Deputy Jan O'Sullivan asked a specific question about whether we would buy large houses for families who are caught in emergency accommodation. We are doing that. There are large families, in some cases Traveller families, who find it very hard to find a solution through the rental market. We do step in and we will use money to buy housing for them. Local authorities have been asked to do that. There are many other solutions. People asked about the hubs and the training of staff. I wish to be clear: all staff in family hubs are vetted and linked in with the various agencies as well. We provide services through the Departments involved as well. I could go back through it all here, but I will send messages on that as well. To be clear: there is no reason for someone to be in emergency accommodation long term. Thankfully, the majority of people now are in emergency accommodation for fewer than six months. I remind Members that of every two families that present, we find at home for at least one of them immediately. In the past, we could not, but now we are. It is still not enough and I do not say it is but it is going in the right direction.

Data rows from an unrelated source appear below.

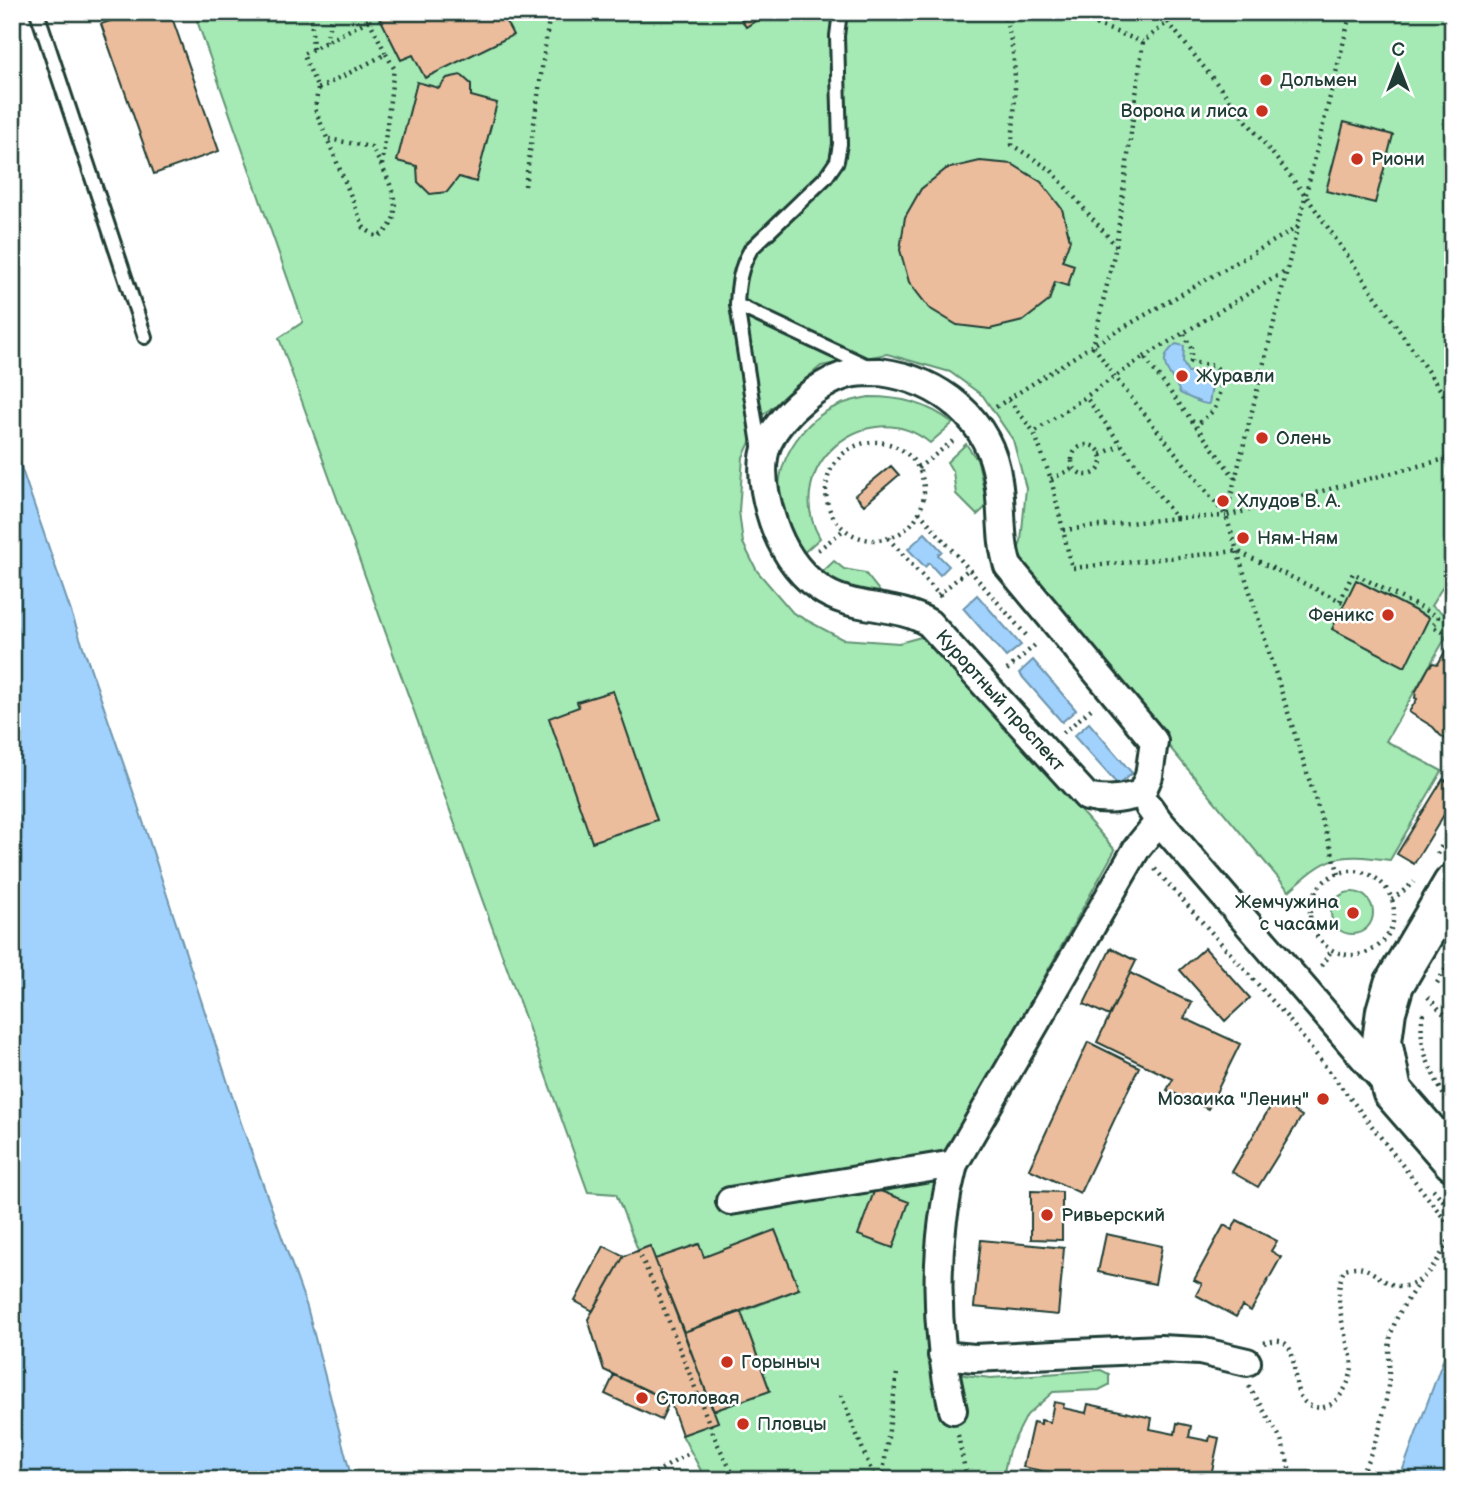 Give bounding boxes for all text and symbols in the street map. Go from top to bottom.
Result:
north arrow [1364,32,1434,102]
text: С [1391,39,1405,62]
place label: Дольмен [1280,69,1357,92]
marker: Дольмен [1258,72,1274,88]
place label: Ворона и лиса [1121,100,1248,123]
marker: Ворона и лиса [1254,103,1270,119]
place label: Риони [1371,148,1425,171]
marker: Риони [1349,151,1365,167]
place label: Журавли [1196,365,1275,388]
marker: Журавли [1174,368,1190,384]
place label: Олень [1276,427,1332,450]
marker: Олень [1254,430,1270,446]
place label: Хлудов В. А. [1237,490,1341,513]
marker: Хлудов В. А. [1215,493,1231,509]
place label: Ням-Ням [1257,527,1338,550]
marker: Ням-Ням [1235,530,1251,546]
place label: Феникс [1308,604,1375,627]
marker: Феникс [1380,607,1396,623]
street label: Курортный проспект [930,625,1070,777]
place label: Жемчужина с часами [1235,891,1339,936]
marker: Жемчужина с часами [1345,905,1361,921]
place label: Мозаика "Ленин" [1157,1088,1309,1111]
marker: Мозаика "Ленин" [1315,1091,1331,1107]
place label: Ривьерский [1061,1204,1165,1227]
marker: Ривьерский [1039,1207,1055,1223]
place label: Горыныч [741,1351,820,1374]
marker: Горыныч [719,1354,735,1370]
place label: Столовая [656,1387,739,1410]
marker: Столовая [634,1390,650,1406]
place label: Пловцы [757,1413,827,1436]
marker: Пловцы [735,1416,751,1432]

While we are building and replenishing the housing stock we must work with the private sector. There is no choice but to use the HAP scheme because, without it, 40,000 families would not have a home tonight. However, people on the front line who claim they are operating with the best interests of families do not recommend HAP as a solution. It is a solution in the short term and it is better than a family hub or hotel on the journey to a permanent house. I cannot be any clearer in my message on that as well.